I gave my employer a month's notice. I thought he would like for me to train my replacement. No one ever showed up to shadow me; Instead, I remember the afternoon I was taken to a very nice lunch by my bosses who proceeded to tell me that I would most certainly fail at my new venture. I should stay where I was! That I "failed" for thirty years at it I do wear as a badge of honor. I have had a handful of brilliant young people share with me in the process of learning the art of visualization. That has been the greatest honor I have received in the process. I once won a PIVA award for one of my brochure designs for a major development company and they misspelled my name! I think of the young people like my last assistant who mostly taught themselves while in my company, and I feel that having somehow enabled their greatness to shine is my most fulfilling reward! These are the honors that gather no dust sitting on your sideboard.

So, we must ask ourselves: "What are we bequeathing to these brilliant young souls?" My nephew works in Baltimore at the sugar refinery. He sent me an article not long ago talking about how they were tearing down the Sparrow's Point Steel Mill and selling the demolished machinery for scrap value. Management saw the need to create one last bit of profit by making men who had lovingly maintained these machines and used them to make a living now tear them apart and sort them into scrap bins! One man saw some sander disks and though they were industrial quality, they would fit on his home sander. He asked his immediate supervisor if he could have them. When his supervisor agreed he threw them in the open bed of his pickup only to be fired by a higher-up manager later that day for stealing company property! The man did not steal the disks, he asked first. Most of us will read this and see the higher law that should govern, but the manager only saw what should have been added to the gross tonnage of scrap 'misdirected' to an employee's vehicle.[3.]

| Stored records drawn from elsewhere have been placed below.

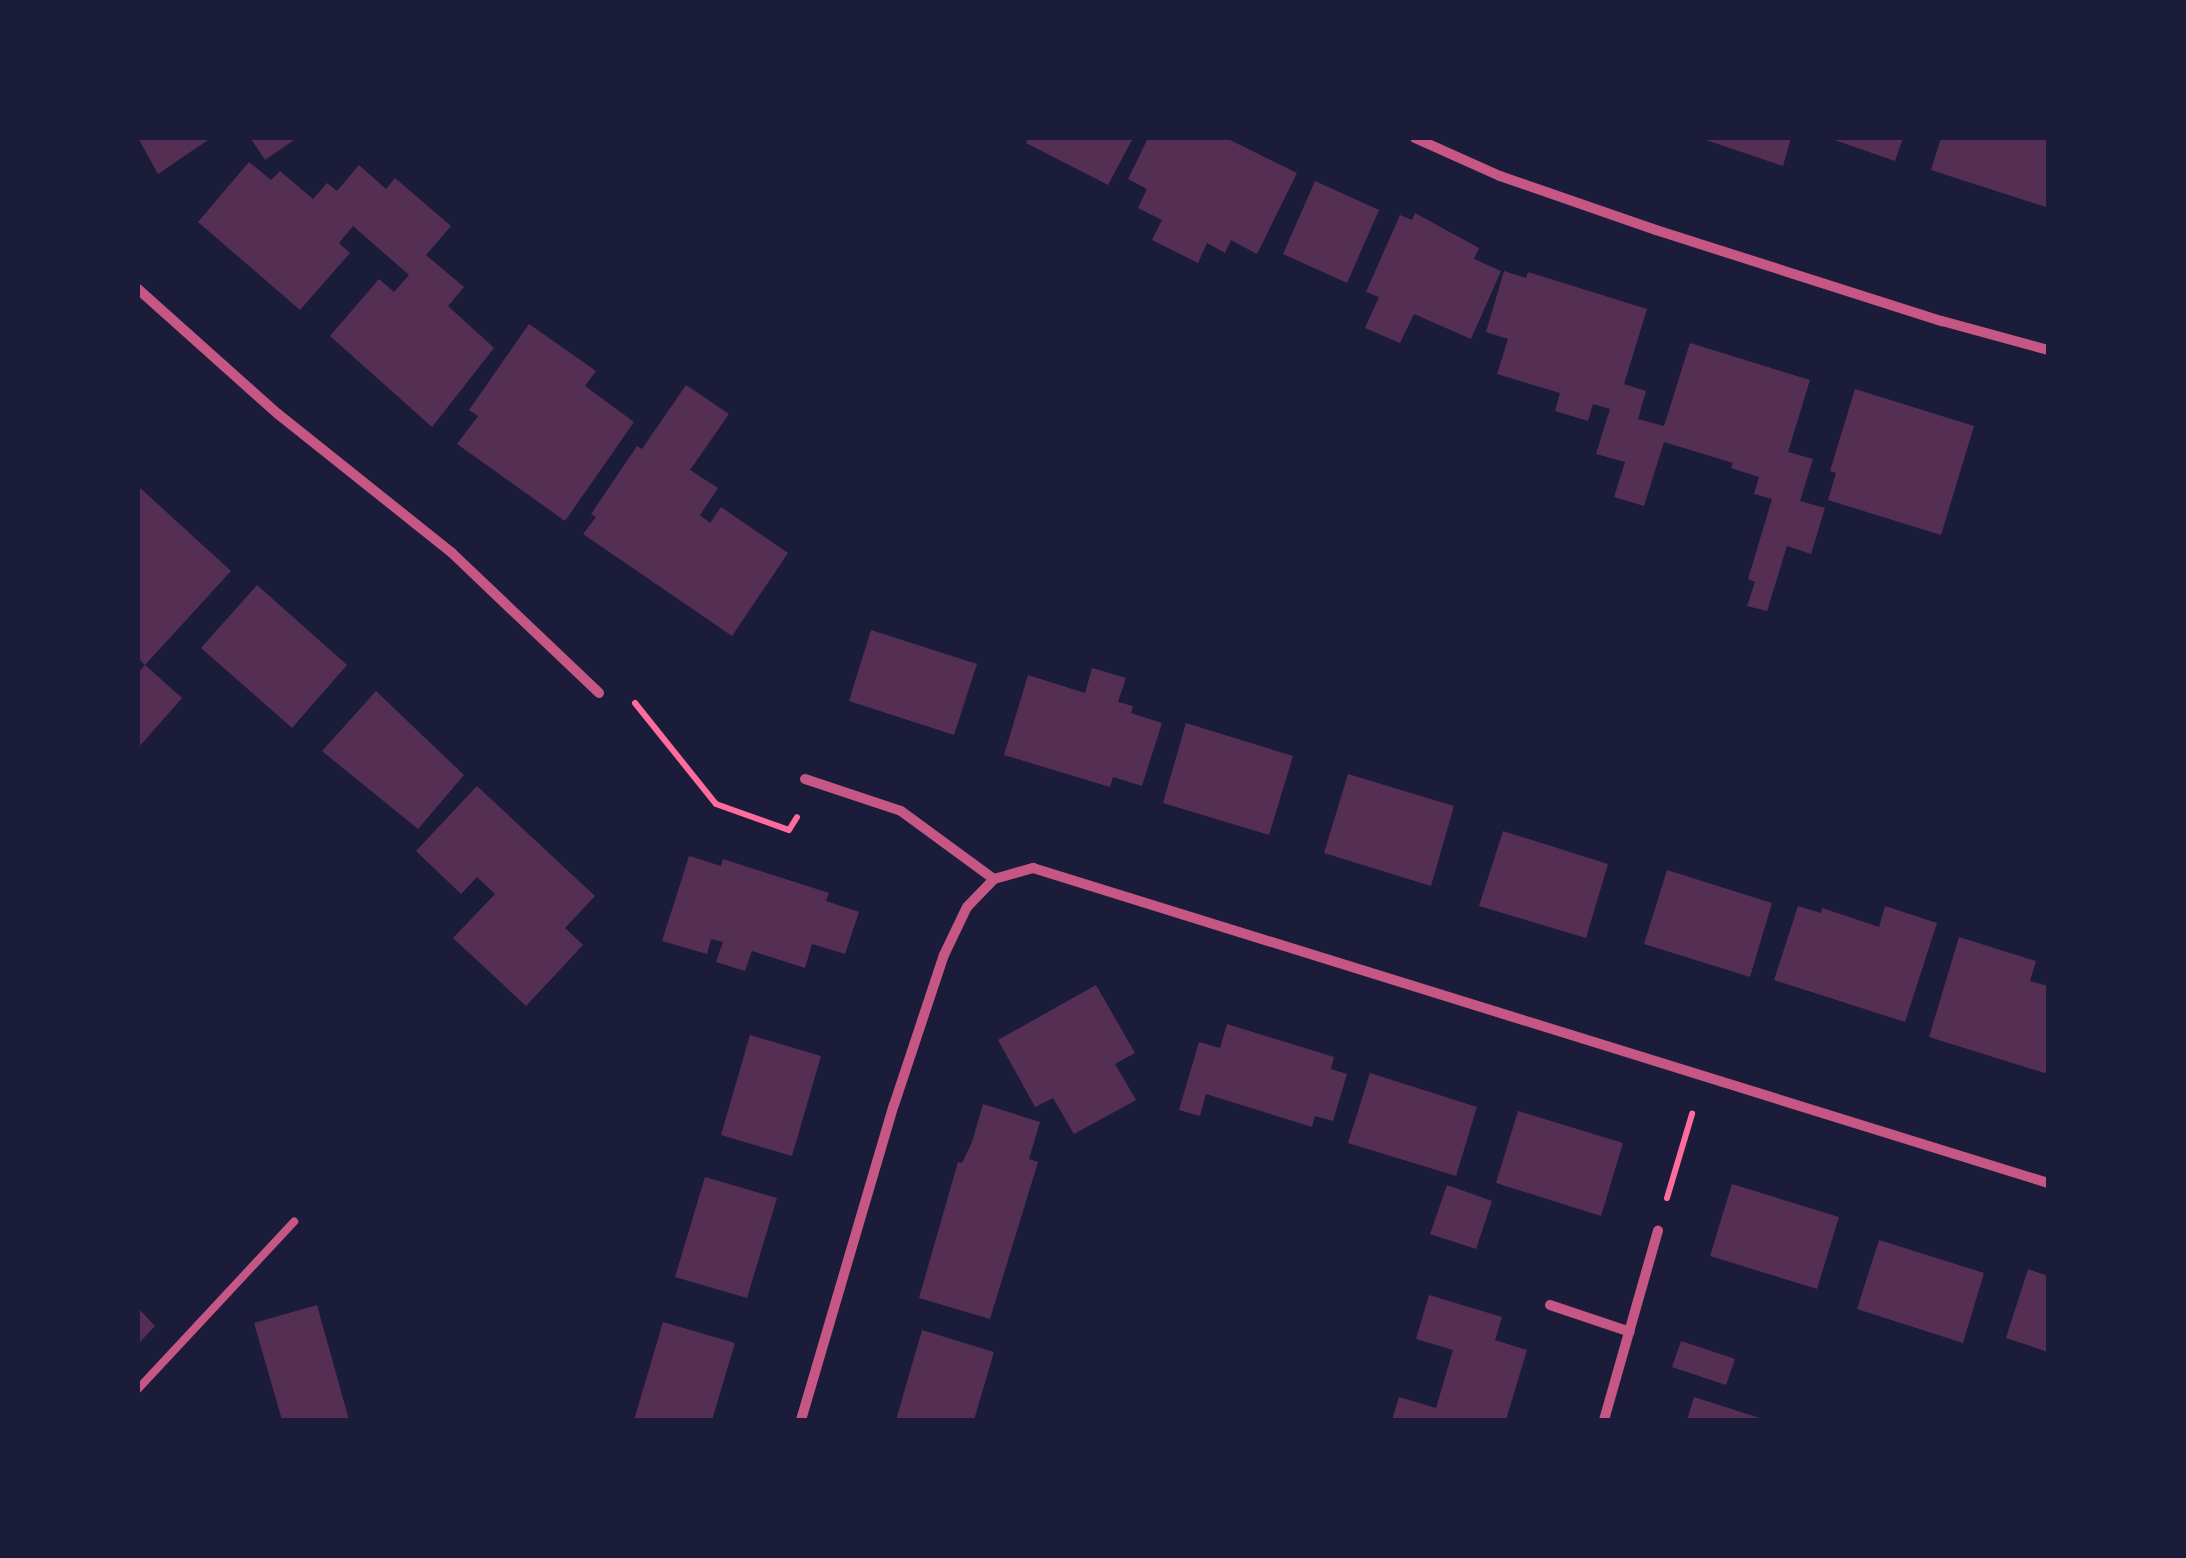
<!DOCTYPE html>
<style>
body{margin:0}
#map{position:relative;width:2186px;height:1558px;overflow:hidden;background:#1b1b3a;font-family:"Crimson Pro",serif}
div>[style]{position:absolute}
.building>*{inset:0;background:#542f53}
.path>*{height:6px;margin:-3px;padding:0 3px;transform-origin:3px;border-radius:3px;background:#ff6b9d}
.service>*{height:8px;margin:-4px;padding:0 4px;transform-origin:4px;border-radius:4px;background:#c65784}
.minor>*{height:10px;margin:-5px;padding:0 5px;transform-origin:5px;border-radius:5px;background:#c65784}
span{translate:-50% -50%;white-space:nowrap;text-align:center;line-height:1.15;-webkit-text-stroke:9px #1b1b3a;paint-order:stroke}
.frame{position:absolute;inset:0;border:140px solid #1b1b3a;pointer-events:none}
</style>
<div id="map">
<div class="building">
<i style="clip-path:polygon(138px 138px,211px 138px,158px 174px)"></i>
<i style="clip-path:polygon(297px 138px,265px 160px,251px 139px,253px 138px)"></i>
<i style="clip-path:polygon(1029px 138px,1133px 138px,1108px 185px,1026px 143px)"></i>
<i style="clip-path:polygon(1148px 138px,1226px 138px,1297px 173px,1257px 254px,1231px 240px,1225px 253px,1207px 243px,1198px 263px,1152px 240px,1162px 220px,1138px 208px,1147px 189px,1128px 179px)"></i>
<i style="clip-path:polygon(1700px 138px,1791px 138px,1783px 166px)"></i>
<i style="clip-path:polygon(1829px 138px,1903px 138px,1895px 161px)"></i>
<i style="clip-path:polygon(1941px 138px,2048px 138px,2046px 207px,1931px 170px)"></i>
<i style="clip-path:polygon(249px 162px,271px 180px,280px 171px,313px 199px,327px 183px,337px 191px,359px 165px,386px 189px,395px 178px,451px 226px,426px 255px,464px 287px,448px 306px,494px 348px,432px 427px,330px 336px,379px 279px,394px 292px,409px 275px,353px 226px,339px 243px,350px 253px,300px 310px,198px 222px)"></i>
<i style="clip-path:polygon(1315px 181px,1379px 210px,1347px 283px,1283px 254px)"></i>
<i style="clip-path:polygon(1415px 213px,1479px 248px,1474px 259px,1501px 271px,1471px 339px,1414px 314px,1400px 343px,1365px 328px,1379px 297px,1366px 292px,1400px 215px,1412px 220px)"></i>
<i style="clip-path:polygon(1504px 271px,1526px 278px,1528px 272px,1647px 309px,1624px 384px,1646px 391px,1638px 419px,1664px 426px,1690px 343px,1810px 380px,1788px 452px,1813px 459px,1800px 501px,1825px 508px,1811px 554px,1787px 546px,1767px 611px,1747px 606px,1755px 582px,1748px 579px,1772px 499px,1754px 494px,1759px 477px,1731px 468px,1733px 463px,1664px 442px,1644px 506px,1614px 497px,1625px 462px,1596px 454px,1610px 409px,1593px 404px,1588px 421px,1555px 411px,1560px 393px,1497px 374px,1508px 339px,1486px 332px)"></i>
<i style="clip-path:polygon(529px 324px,596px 371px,585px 386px,634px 422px,565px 521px,457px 444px,478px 416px,469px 410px)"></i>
<i style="clip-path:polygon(686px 385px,729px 414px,690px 470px,718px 488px,700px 515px,710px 523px,721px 507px,788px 553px,732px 636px,583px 534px,596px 517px,591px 514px,637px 446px,642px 449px)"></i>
<i style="clip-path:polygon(1855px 389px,1974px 426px,1941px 535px,1828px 500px,1836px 473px,1830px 471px)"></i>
<i style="clip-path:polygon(138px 486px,231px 571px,145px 665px,140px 660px,138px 663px)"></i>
<i style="clip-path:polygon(257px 585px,347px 665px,292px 728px,201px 648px)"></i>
<i style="clip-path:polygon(871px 630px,977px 664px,954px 735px,849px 701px)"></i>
<i style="clip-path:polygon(145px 665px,182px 698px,138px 748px,138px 673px)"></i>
<i style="clip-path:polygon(1092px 668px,1126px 678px,1118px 702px,1133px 706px,1131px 713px,1162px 723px,1142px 786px,1113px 777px,1110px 787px,1004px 755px,1028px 675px,1085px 693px)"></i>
<i style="clip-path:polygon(376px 691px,464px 775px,418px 829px,322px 751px)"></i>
<i style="clip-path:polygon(1186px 723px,1293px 756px,1269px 835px,1163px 803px)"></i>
<i style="clip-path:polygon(1348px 774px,1454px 806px,1431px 886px,1324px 853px)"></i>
<i style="clip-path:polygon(477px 786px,595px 896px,565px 928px,583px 945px,526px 1006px,453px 938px,495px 894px,477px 877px,461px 894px,416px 851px)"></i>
<i style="clip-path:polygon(1503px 831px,1608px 864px,1586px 938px,1479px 906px)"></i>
<i style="clip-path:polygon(689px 856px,721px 866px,723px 859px,829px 893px,826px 901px,859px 912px,845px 954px,812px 944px,805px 968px,752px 951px,745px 971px,716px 962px,723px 942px,711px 939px,707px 954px,662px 941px)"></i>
<i style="clip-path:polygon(1667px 870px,1772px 903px,1750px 977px,1644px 944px)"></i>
<i style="clip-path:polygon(1798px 906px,1821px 913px,1822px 908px,1879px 927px,1885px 906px,1937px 923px,1905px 1022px,1774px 980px)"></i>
<i style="clip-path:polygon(1959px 937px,2036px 961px,2030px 981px,2048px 986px,2048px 1074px,1929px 1037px)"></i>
<i style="clip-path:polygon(1096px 985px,1135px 1053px,1115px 1064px,1136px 1100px,1074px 1134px,1053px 1098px,1035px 1107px,998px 1040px)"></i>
<i style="clip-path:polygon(1227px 1024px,1334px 1057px,1331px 1069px,1347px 1074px,1333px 1121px,1315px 1116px,1312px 1127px,1206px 1094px,1200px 1116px,1179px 1110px,1199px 1042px,1220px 1048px)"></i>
<i style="clip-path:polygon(750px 1035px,821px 1056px,792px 1156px,721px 1135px)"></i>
<i style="clip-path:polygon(1370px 1073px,1477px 1107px,1456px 1176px,1348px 1143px)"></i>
<i style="clip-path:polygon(983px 1104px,1040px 1122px,1029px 1159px,1038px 1162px,990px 1319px,919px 1298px,958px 1162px,962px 1163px,972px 1142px)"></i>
<i style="clip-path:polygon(1518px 1111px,1623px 1143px,1601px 1216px,1496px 1183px)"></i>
<i style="clip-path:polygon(705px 1177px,777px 1198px,747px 1298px,675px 1277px)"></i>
<i style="clip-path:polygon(1732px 1184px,1839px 1217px,1817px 1289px,1710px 1256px)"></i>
<i style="clip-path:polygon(1447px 1185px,1492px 1201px,1476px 1249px,1430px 1234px)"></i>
<i style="clip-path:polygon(1879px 1240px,1984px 1273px,1963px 1343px,1857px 1309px)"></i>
<i style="clip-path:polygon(2028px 1269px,2048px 1276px,2048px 1352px,2006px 1338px)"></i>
<i style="clip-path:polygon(1429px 1295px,1502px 1317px,1495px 1340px,1527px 1350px,1506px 1420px,1392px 1420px,1399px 1397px,1436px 1408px,1453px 1350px,1416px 1339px)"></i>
<i style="clip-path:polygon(317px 1305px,349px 1420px,282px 1420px,254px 1323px)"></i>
<i style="clip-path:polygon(138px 1308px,155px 1326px,138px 1344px)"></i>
<i style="clip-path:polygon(663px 1322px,735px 1343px,712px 1420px,634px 1420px)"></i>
<i style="clip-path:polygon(922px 1330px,994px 1352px,974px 1420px,896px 1420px)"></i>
<i style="clip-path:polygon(1681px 1341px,1735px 1359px,1726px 1385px,1672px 1367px)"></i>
<i style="clip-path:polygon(1694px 1397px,1766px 1420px,1687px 1420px)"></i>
</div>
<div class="path">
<i style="left:635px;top:703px;width:129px;rotate:51.3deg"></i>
<i style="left:716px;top:804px;width:77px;rotate:19.6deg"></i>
<i style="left:789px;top:830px;width:15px;rotate:-58deg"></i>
<i style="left:1667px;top:1198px;width:88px;rotate:-73.4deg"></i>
</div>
<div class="service">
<i style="left:138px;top:1389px;width:229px;rotate:-47deg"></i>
</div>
<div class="minor">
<i style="left:1415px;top:138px;width:93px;rotate:24.1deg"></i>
<i style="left:1500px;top:176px;width:165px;rotate:19.1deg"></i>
<i style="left:1656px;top:230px;width:300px;rotate:17.7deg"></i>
<i style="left:1942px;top:321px;width:110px;rotate:15.3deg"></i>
<i style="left:138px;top:289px;width:188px;rotate:41.8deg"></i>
<i style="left:278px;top:414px;width:223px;rotate:38.6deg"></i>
<i style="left:452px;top:553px;width:203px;rotate:43.6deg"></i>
<i style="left:805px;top:779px;width:101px;rotate:18.4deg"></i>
<i style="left:901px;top:811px;width:115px;rotate:36.2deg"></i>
<i style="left:1550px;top:1305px;width:84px;rotate:18.6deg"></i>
<i style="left:801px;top:1420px;width:328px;rotate:-73.6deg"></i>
<i style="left:894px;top:1105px;width:158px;rotate:-71.6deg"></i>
<i style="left:944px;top:955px;width:53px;rotate:-64.4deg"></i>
<i style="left:967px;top:907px;width:39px;rotate:-46deg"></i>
<i style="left:994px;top:879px;width:41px;rotate:-15.8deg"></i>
<i style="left:1033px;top:868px;width:1063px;rotate:17.24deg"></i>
<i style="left:1604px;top:1420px;width:197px;rotate:-74.1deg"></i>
</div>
<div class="frame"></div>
</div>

If one looks at the percentage of growth in private employment compared to government employment, the picture is bleak.[4.] Government does not produce, it can only tax and procure. Furthermore, look at communities that have been "freed from work" and subsist on government programs. Are they hotbeds of entrepreneurship (other than the drug trade)? A friend of mine shared with me a video about an inner city ministry in Brooklyn, New York. They did home visits and you see disturbing footage inside a dirty, roach infested apartment. A young child still plays but an older sibling stares vacantly from a couch. There are no dreams here to be pursued! Generations have known nothing but government dependency. Is this the vision some of our so-called 'leaders' have for our great nation?[5.] More and more Americans are on food stamps now. But here, amid the bleakness, one finally sees the hope. While most states have lackluster private employment growth or outright decline, South Dakota stands out like a bright beacon. Though the last administration has done everything to stifle domestic energy production on public lands and the Keystone Pipeline, PRIVATE lands have never been busier. The Dakotas and parts of Texas as well have become boom economies. You can go there and sign on with an oil company and soon be making a six-figure salary. Workers are so desired that you can make seventeen dollars an hour at Wal Mart! The point is that in this one sector of the country there are workers creating value that wasn't there before... and they are being rewarded for it.